Description of the task:
Report each line of the data that has "linecap" somewhere in it.

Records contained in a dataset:

──────────

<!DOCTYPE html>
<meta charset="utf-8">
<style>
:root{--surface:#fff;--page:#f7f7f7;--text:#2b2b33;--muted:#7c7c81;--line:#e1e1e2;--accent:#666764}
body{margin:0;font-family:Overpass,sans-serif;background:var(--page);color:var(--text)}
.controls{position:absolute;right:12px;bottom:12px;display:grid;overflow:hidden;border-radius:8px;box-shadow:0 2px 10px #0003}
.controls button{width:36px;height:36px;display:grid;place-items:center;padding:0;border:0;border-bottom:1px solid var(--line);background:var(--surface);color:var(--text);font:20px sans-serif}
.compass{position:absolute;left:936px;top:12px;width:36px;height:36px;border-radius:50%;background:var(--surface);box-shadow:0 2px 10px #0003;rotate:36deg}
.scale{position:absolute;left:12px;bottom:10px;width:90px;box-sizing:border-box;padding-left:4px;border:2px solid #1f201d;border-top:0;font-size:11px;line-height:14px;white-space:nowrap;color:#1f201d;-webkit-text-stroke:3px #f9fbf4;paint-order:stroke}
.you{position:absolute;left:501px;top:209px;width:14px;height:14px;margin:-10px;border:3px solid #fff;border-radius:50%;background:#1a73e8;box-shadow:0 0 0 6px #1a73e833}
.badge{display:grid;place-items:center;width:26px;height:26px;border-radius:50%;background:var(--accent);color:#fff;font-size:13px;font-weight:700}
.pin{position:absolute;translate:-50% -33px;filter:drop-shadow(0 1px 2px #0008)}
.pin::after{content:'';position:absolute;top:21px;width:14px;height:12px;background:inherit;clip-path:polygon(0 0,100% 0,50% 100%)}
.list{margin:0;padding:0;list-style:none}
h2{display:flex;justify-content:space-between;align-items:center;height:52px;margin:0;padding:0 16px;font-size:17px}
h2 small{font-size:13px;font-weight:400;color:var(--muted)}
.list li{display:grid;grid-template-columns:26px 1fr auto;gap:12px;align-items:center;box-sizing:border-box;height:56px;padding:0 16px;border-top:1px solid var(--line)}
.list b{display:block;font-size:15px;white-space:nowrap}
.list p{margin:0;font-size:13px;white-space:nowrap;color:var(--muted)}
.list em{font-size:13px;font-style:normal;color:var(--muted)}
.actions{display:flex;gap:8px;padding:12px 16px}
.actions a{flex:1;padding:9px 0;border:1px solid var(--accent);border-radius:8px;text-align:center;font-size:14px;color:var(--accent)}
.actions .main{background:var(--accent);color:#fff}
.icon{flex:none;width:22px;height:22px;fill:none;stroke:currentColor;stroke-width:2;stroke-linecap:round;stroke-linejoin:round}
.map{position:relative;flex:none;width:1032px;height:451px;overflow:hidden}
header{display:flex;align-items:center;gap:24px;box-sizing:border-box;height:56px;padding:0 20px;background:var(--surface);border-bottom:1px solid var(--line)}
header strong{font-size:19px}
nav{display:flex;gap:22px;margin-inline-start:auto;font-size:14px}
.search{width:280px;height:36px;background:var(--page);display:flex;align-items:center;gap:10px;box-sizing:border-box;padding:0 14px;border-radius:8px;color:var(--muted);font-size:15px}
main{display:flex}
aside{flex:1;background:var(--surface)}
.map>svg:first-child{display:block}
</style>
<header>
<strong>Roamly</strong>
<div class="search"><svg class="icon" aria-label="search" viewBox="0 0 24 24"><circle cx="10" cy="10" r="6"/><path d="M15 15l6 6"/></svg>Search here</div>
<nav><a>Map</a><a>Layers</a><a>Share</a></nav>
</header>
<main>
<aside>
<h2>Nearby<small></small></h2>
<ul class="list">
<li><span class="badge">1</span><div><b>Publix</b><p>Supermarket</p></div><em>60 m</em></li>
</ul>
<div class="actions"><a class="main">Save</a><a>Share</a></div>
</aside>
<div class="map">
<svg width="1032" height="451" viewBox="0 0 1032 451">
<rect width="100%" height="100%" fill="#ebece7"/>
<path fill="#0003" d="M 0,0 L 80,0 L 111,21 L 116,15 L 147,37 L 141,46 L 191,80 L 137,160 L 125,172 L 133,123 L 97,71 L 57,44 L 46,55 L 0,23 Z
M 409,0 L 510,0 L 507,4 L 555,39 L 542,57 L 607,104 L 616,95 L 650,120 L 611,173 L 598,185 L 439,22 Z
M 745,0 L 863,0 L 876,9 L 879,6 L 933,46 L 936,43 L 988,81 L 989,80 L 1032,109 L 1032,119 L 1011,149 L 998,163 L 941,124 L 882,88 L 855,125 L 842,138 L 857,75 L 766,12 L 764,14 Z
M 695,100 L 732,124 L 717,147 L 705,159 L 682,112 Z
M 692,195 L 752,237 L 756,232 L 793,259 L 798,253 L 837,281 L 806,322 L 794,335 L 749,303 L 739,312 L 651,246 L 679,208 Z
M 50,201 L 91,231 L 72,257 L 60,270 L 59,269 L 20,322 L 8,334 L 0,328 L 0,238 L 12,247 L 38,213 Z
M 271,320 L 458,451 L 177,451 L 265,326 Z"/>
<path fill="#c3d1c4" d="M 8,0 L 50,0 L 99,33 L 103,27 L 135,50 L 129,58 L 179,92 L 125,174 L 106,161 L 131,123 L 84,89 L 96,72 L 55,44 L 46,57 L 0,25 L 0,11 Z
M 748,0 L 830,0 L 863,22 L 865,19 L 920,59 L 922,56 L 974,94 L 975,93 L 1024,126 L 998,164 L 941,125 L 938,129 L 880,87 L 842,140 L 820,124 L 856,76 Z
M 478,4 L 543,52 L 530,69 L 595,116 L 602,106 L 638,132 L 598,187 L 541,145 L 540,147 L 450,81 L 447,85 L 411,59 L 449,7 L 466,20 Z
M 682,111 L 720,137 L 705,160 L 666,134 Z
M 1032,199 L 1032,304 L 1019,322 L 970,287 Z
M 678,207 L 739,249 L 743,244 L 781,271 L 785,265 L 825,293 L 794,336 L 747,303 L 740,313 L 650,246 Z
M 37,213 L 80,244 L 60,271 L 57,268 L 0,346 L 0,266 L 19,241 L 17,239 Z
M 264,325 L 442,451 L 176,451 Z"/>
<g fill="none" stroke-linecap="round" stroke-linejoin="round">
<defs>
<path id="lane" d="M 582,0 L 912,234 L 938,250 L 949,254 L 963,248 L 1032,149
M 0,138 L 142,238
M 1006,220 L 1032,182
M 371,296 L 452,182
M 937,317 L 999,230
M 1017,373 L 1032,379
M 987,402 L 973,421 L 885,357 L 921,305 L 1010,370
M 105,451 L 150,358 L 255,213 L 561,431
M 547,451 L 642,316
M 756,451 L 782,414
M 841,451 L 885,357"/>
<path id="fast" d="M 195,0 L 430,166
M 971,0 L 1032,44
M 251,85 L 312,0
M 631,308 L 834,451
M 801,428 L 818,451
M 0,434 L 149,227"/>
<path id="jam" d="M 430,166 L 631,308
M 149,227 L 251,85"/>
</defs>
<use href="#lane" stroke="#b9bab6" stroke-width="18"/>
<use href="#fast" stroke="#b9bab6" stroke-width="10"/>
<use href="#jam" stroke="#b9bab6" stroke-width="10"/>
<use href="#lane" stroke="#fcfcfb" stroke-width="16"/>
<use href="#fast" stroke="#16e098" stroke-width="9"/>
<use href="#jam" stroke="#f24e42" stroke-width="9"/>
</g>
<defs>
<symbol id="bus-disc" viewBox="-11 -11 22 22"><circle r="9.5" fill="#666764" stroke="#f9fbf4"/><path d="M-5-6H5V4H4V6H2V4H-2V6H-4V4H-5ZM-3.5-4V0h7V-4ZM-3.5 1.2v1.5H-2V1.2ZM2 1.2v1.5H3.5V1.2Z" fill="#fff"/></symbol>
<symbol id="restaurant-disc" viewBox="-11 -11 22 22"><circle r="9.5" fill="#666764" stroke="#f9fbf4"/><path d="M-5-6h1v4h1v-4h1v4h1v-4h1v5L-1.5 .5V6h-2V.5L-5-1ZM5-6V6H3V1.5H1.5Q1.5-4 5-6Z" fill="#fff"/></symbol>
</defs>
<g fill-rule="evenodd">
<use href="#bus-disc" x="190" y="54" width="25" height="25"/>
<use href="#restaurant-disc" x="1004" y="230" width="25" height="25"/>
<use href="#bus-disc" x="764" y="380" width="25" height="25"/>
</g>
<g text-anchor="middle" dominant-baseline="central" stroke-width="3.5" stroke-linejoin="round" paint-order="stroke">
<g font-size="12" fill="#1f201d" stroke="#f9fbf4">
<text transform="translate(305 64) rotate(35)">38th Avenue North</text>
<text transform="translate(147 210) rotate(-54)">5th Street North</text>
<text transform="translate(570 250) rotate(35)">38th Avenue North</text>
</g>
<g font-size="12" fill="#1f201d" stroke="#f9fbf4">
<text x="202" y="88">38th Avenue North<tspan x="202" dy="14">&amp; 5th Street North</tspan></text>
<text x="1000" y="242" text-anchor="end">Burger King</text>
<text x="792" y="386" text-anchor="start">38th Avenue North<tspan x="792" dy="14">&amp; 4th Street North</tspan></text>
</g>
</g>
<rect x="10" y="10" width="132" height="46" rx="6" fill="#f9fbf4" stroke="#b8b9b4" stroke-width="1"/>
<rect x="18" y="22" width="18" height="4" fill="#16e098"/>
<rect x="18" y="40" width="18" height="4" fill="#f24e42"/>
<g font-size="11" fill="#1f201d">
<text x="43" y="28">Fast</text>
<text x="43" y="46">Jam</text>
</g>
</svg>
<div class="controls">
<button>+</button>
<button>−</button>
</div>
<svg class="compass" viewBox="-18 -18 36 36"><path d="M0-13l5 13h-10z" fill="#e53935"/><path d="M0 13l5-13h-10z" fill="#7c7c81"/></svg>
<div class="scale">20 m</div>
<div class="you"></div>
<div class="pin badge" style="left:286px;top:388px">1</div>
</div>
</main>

──────────

Response below:
.icon{flex:none;width:22px;height:22px;fill:none;stroke:currentColor;stroke-width:2;stroke-linecap:round;stroke-linejoin:round}
<g fill="none" stroke-linecap="round" stroke-linejoin="round">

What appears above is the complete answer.